Start of Block
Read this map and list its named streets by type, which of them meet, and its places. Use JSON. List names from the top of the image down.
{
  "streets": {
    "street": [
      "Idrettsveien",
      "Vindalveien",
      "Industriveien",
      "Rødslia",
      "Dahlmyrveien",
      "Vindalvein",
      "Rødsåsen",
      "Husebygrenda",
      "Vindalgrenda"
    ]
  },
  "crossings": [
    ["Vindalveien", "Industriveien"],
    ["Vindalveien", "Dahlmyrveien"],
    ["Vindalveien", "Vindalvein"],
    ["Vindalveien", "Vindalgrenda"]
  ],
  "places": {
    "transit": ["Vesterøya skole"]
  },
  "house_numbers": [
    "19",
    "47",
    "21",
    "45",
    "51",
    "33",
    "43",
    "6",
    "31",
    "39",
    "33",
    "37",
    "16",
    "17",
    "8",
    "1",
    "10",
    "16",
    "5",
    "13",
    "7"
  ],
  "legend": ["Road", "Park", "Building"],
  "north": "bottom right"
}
End of Block
WHAT IS BEING ASKED
Exactly as written, give the records again.

EXERCISE SOLUTION
Read this map and list its named streets by type, which of them meet, and its places. Use JSON. List names from the top of the image down.
{
  "streets": {
    "street": [
      "Idrettsveien",
      "Vindalveien",
      "Industriveien",
      "Rødslia",
      "Dahlmyrveien",
      "Vindalvein",
      "Rødsåsen",
      "Husebygrenda",
      "Vindalgrenda"
    ]
  },
  "crossings": [
    ["Vindalveien", "Industriveien"],
    ["Vindalveien", "Dahlmyrveien"],
    ["Vindalveien", "Vindalvein"],
    ["Vindalveien", "Vindalgrenda"]
  ],
  "places": {
    "transit": ["Vesterøya skole"]
  },
  "house_numbers": [
    "19",
    "47",
    "21",
    "45",
    "51",
    "33",
    "43",
    "6",
    "31",
    "39",
    "33",
    "37",
    "16",
    "17",
    "8",
    "1",
    "10",
    "16",
    "5",
    "13",
    "7"
  ],
  "legend": ["Road", "Park", "Building"],
  "north": "bottom right"
}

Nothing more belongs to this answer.